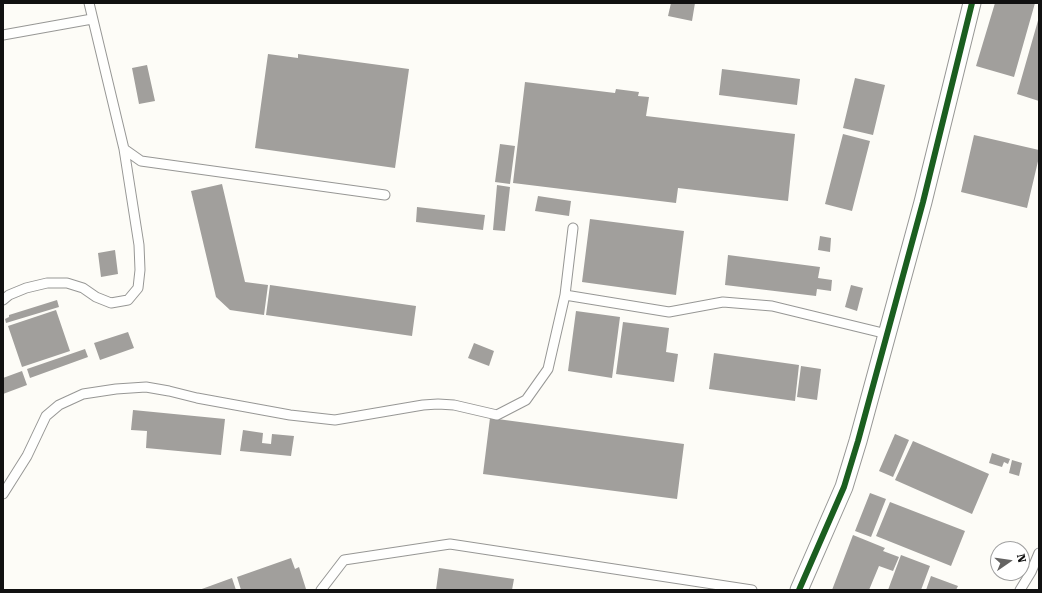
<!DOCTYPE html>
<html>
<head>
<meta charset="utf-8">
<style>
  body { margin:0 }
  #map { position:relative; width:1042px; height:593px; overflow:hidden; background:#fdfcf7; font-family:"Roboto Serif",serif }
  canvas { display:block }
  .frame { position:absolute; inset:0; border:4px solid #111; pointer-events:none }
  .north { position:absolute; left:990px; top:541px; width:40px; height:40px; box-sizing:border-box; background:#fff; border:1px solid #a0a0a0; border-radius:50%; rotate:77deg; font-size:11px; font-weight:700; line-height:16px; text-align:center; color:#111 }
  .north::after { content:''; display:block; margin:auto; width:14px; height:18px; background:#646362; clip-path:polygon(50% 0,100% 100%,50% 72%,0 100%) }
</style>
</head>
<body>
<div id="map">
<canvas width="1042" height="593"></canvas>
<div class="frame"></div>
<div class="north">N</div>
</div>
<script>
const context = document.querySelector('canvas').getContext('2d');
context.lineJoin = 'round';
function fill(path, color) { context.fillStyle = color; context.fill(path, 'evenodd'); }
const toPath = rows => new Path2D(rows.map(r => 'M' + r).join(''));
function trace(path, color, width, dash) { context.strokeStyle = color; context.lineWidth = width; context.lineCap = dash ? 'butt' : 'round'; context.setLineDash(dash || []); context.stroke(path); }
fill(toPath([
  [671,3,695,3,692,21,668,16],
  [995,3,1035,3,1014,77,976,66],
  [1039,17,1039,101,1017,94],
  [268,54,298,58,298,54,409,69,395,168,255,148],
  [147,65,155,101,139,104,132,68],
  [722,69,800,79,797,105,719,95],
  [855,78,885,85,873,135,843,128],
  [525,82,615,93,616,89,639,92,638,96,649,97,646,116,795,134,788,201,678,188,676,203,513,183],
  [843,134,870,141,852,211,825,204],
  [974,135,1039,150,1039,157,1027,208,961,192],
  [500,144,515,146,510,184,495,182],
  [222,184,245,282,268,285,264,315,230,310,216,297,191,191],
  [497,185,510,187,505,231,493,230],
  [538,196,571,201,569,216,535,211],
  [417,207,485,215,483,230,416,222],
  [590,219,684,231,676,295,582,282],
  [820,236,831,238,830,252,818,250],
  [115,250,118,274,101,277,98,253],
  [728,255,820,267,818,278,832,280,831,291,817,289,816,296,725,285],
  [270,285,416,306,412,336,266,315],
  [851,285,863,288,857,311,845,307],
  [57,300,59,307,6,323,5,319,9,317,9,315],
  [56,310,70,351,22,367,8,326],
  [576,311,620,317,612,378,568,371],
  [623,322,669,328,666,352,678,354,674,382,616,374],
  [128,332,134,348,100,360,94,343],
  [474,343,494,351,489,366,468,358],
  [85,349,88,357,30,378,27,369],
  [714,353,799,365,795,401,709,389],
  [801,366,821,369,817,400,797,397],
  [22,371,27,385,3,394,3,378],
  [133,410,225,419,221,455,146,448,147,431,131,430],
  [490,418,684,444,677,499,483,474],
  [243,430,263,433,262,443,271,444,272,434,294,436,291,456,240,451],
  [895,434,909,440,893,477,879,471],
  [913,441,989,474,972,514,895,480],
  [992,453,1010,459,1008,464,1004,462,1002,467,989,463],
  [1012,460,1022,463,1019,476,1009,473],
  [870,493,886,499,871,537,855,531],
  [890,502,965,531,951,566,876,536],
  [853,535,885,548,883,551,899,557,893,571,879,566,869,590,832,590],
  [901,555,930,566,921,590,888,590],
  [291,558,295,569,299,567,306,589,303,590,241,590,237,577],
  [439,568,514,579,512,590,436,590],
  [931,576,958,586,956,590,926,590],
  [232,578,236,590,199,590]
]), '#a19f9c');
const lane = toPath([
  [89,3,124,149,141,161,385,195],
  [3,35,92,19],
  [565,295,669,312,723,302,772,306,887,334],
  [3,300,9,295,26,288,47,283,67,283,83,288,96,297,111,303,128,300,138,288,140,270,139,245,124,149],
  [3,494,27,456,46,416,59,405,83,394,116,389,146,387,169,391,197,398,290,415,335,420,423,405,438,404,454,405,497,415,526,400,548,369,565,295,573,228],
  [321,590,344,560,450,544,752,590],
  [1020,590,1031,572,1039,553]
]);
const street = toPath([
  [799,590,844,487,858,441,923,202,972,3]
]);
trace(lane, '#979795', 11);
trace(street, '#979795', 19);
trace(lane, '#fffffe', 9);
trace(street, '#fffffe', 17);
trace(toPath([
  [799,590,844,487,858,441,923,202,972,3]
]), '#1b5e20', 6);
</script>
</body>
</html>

## TASK INSTRUCTIONS
Each line in the data that holds the string "canvas" should be found and copied.

## ANSWER TO THE EXERCISE
  canvas { display:block }
<canvas width="1042" height="593"></canvas>
const context = document.querySelector('canvas').getContext('2d');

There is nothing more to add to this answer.